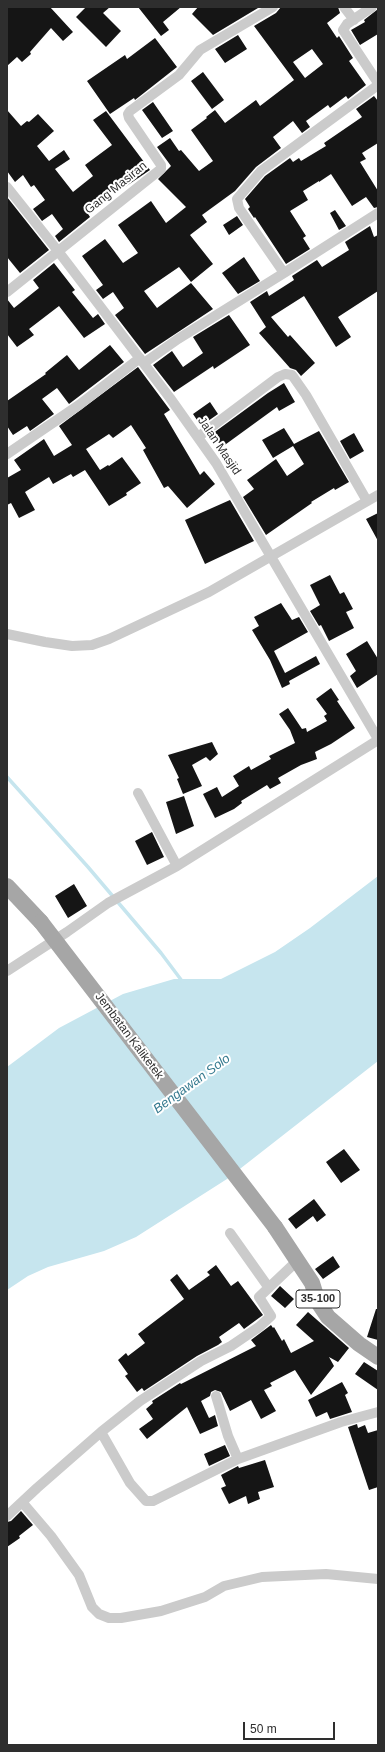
<!DOCTYPE html>
<html>
<head>
<meta charset="utf-8">
<style>
	body { margin:0 }
	#map { position:relative; width:385px; height:1752px; overflow:hidden; background:#fff; font-family:Arial,sans-serif }
	canvas { display:block }
	.frame { position:absolute; inset:0; border:8px solid #2e2e2e; pointer-events:none }
	.scale { position:absolute; left:243px; top:1722px; width:92px; height:18px; box-sizing:border-box; border:2px solid #2e2e2e; border-top:0; padding-left:5px; font-size:12px; line-height:14px; white-space:nowrap; color:#2e2e2e; -webkit-text-stroke:3px #fff; paint-order:stroke }
</style>
</head>
<body>
<div id="map">
<canvas width="385" height="1752"></canvas>
<div class="frame"></div>
<div class="scale">50 m</div>
</div>
<script>
const ctx = document.querySelector('canvas').getContext('2d');
ctx.lineJoin = 'round';
function fill(path, color) {
  ctx.fillStyle = color;
  ctx.fill(path, 'evenodd');
}
function poly(rows) {
  const path = new Path2D();
  for (const r of rows) {
    path.moveTo(r[0], r[1]);
    for (let i = 2; i < r.length; i += 2) path.lineTo(r[i], r[i + 1]);
  }
  return path;
}
function strokePath(path, color, width, dash) {
  ctx.strokeStyle = color;
  ctx.lineWidth = width;
  ctx.lineCap = dash ? 'butt' : 'round';
  ctx.setLineDash(dash || []);
  ctx.stroke(path);
}
function label(font, color, halo, rows, align = 'center') {
  ctx.font = font + ' Arial,sans-serif';
  ctx.lineWidth = 4;
  ctx.setLineDash([]);
  ctx.textBaseline = 'middle';
  ctx.strokeStyle = halo;
  ctx.fillStyle = color;
  for (const [text, x, y, turn = 0] of rows) {
    ctx.save();
    ctx.translate(x, y);
    ctx.rotate((+turn || 0) * Math.PI / 180);
    ctx.textAlign = isNaN(turn) ? turn : align;
    if (halo) ctx.strokeText(text, 0, 0);
    ctx.fillText(text, 0, 0);
    ctx.restore();
  }
}
fill(poly([
	[378,876,378,1061,227,1179,136,1237,104,1251,48,1267,28,1276,7,1290,7,1067,59,1028,123,994,174,979,221,979,275,952,310,928]
]), '#c6e5ee');
strokePath(poly([
	[7,777,88,867,161,953,182,981]
]), '#c6e5ee', 3.5);
fill(poly([
	[7,7,50,7,73,32,63,41,51,28,30,52,31,54,22,62,17,57,7,66],
	[86,7,110,7,103,13,121,31,106,47,76,17],
	[138,7,181,7,163,22,169,30,161,36],
	[198,7,257,7,258,8,213,35,192,14],
	[281,7,338,7,340,13,327,23,337,38,339,36,353,58,349,61,366,85,348,99,346,96,330,108,328,105,306,121,310,127,302,133,293,121,273,137,281,148,256,167,235,191,202,215,207,222,190,235,213,264,191,282,179,267,144,291,157,308,191,283,213,309,145,354,115,315,124,308,113,292,103,299,96,290,103,285,82,256,105,239,123,263,138,253,118,225,151,201,166,223,186,207,158,179,171,166,157,147,170,138,179,151,181,150,199,171,213,161,191,130,207,118,206,117,215,110,225,123,256,100,260,106,294,80,254,26,276,13],
	[312,49,323,64,305,78,293,62],
	[378,9,378,34,360,45,351,30,365,22,364,20],
	[238,35,247,49,225,63,215,49],
	[155,38,177,67,135,100,134,98,110,114,87,81,125,55,127,59],
	[203,72,224,100,212,109,191,81],
	[374,96,378,101,378,143,362,153,366,159,360,162,378,191,378,207,374,208,366,197,352,206,331,174,319,182,319,181,303,191,308,200,290,211,306,236,303,238,310,249,286,264,255,217,254,218,248,209,250,207,245,199,265,176,290,158,293,162,299,158,301,161,326,146,324,143,362,117,356,109],
	[153,102,173,131,162,138,142,110],
	[7,110,21,126,27,121,29,122,38,114,54,131,37,146,49,161,64,150,70,159,55,169,73,192,93,176,85,165,112,145,93,120,106,111,150,170,125,187,122,183,104,197,87,212,90,217,59,242,55,236,63,229,52,214,42,221,33,209,45,200,34,185,31,187,23,175,15,182,7,171],
	[7,197,49,250,20,273,7,257],
	[335,210,346,226,339,230,330,213],
	[237,216,243,225,229,235,223,225],
	[370,226,374,237,378,235,378,291,338,317,351,337,336,347,304,296,271,317,288,337,290,335,315,363,301,376,296,370,290,368,259,333,266,327,250,302,267,291,269,296,294,280,292,276,317,260,322,267,349,250,345,242],
	[244,257,260,281,238,294,222,273],
	[54,263,75,290,72,292,93,318,98,314,105,324,84,338,59,306,29,329,34,335,17,347,7,334,7,299,14,308,39,288,33,280],
	[229,315,250,345,214,369,213,366,174,392,153,365,172,351,183,367,203,353,193,337],
	[110,345,124,362,69,404,57,388,42,399,54,414,30,431,27,426,13,435,7,426,7,401,46,374,45,373,67,355,79,370],
	[138,367,170,410,164,414,200,475,204,471,215,484,187,508,168,486,164,488,143,450,146,448,131,425,113,438,109,434,86,449,100,470,108,465,109,466,122,457,141,483,126,493,127,495,109,506,85,470,73,477,71,474,53,484,49,477,25,492,35,510,19,518,11,503,7,505,7,478,21,470,14,460,44,439,54,456,72,445,59,426],
	[284,383,295,402,279,411,277,407,222,447,212,434,268,393],
	[210,402,218,414,201,426,193,414],
	[284,428,294,444,319,431,349,482,335,490,334,488,311,502,312,503,266,535,243,497,254,489,247,480,276,459,287,476,304,464,293,446,273,458,262,440],
	[354,433,364,451,350,459,340,441],
	[230,500,254,541,205,564,185,520],
	[378,513,378,541,366,519],
	[330,575,340,594,344,592,353,609,346,612,354,628,329,641,321,625,319,626,310,611,320,605,310,585],
	[281,603,292,620,299,617,308,632,274,651,285,673,316,656,320,664,289,681,290,684,282,688,270,660,252,630,259,626,254,617],
	[367,641,378,659,378,674,357,688,350,676,356,671,346,654],
	[331,688,339,700,337,701,355,728,331,744,315,752,317,759,301,765,278,778,281,783,270,789,267,785,241,801,242,803,234,809,215,818,203,794,217,787,222,797,239,786,233,776,249,766,251,770,271,759,269,756,295,743,290,730,279,714,288,708,302,729,306,728,307,732,327,721,324,716,327,714,316,699],
	[212,742,218,754,210,761,206,757,192,765,202,786,183,794,177,779,179,778,168,755],
	[184,796,194,826,176,834,166,802],
	[152,832,164,857,147,865,135,841],
	[74,884,87,906,68,918,55,896],
	[344,1149,360,1170,341,1183,326,1162],
	[314,1199,326,1215,317,1222,313,1216,296,1229,288,1219],
	[333,1256,340,1267,323,1279,315,1269],
	[216,1265,231,1286,238,1281,263,1315,244,1329,239,1323,219,1337,222,1342,218,1345,197,1356,144,1391,142,1388,137,1392,125,1376,128,1374,118,1360,126,1353,128,1356,145,1343,138,1334,184,1299,170,1280,177,1274,189,1290,210,1275,207,1272],
	[280,1286,294,1299,285,1308,271,1296],
	[376,1309,378,1309,378,1340,367,1337],
	[308,1312,349,1348,338,1362,329,1357,334,1366,311,1395,295,1370,270,1383,272,1386,264,1390,276,1411,261,1419,251,1400,230,1411,221,1392,215,1390,211,1392,210,1396,201,1401,209,1418,215,1415,218,1426,200,1434,187,1407,147,1439,139,1429,153,1419,146,1409,153,1403,152,1401,180,1383,181,1384,256,1346,251,1340,271,1325,273,1328,274,1327,282,1341,284,1339,291,1353,314,1341,296,1325],
	[364,1362,378,1371,378,1390,355,1374],
	[342,1382,348,1393,345,1395,352,1412,330,1419,327,1412,316,1417,308,1400],
	[357,1424,358,1428,365,1425,368,1433,378,1430,378,1487,369,1490,348,1427],
	[225,1445,230,1456,209,1466,204,1454],
	[265,1460,274,1487,258,1492,260,1499,248,1504,246,1496,229,1504,221,1488,226,1486,221,1475,238,1466,239,1468],
	[21,1511,33,1525,19,1536,20,1538,7,1547,7,1522,11,1521]
]), '#151515');
strokePath(poly([
	[344,7,354,20],
	[372,7,347,24,343,30,378,83],
	[7,187,58,251,170,398,216,463,378,739],
	[284,273,378,213],
	[7,292,161,169,161,165,129,118,128,114,130,111,179,75,200,50,273,7],
	[144,363,178,339,284,273,239,208,237,199,261,171,378,85],
	[198,437,278,377,285,374,292,375,306,395,367,501],
	[7,454,79,405,140,358],
	[7,634,45,642,72,646,92,645,109,639,209,592,378,495],
	[138,793,177,866],
	[7,971,67,932,108,903,177,866,378,740],
	[230,1233,269,1288],
	[216,1396,228,1436,238,1459],
	[101,1432,130,1483,146,1501,153,1501,238,1459,341,1422,378,1412],
	[22,1502,51,1536,79,1575,92,1607,99,1614,109,1618,121,1618,161,1611,205,1597,224,1586,262,1577,326,1574,378,1579],
	[7,1516,37,1488,101,1432,140,1401,201,1361,231,1346,259,1327,271,1316,259,1297,297,1261]
]), '#cbcbcb', 10);
strokePath(poly([
	[7,886,41,922],
	[275,1227,312,1283,318,1302,328,1317,359,1344,378,1357]
]), '#a6a6a6', 16);
strokePath(poly([
	[41,922,275,1227]
]), '#a6a6a6', 16);
for (const [x, y, w] of [
	[318,1299,44]
]) {
  const box = new Path2D();
  box.roundRect(x - w / 2, y - 9, w, 18, 3);
  ctx.fillStyle = '#fff';
  ctx.fill(box);
  strokePath(box, '#2e2e2e', 1);
}
label('bold 11px', '#2e2e2e', null, [
	["35-100",318,1299]
]);
label('12px', '#2e2e2e', '#fff', [
	["Gang Masiran",116,188,-39],
	["Jalan Masjid",219,446,56],
	["Jembatan Kaliketek",129,1036,53]
]);
label('italic 13px', '#357a8f', '#fff', [
	["Bengawan Solo",192,1084,-36]
]);
</script>
</body>
</html>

_Description of the task_.
Restate, line by line and word for word, everything from the top of the material through the line that contains "position:absolute; left:243px; top:1722px;". Leave pictures out.

_Result_.
<!DOCTYPE html>
<html>
<head>
<meta charset="utf-8">
<style>
	body { margin:0 }
	#map { position:relative; width:385px; height:1752px; overflow:hidden; background:#fff; font-family:Arial,sans-serif }
	canvas { display:block }
	.frame { position:absolute; inset:0; border:8px solid #2e2e2e; pointer-events:none }
	.scale { position:absolute; left:243px; top:1722px; width:92px; height:18px; box-sizing:border-box; border:2px solid #2e2e2e; border-top:0; padding-left:5px; font-size:12px; line-height:14px; white-space:nowrap; color:#2e2e2e; -webkit-text-stroke:3px #fff; paint-order:stroke }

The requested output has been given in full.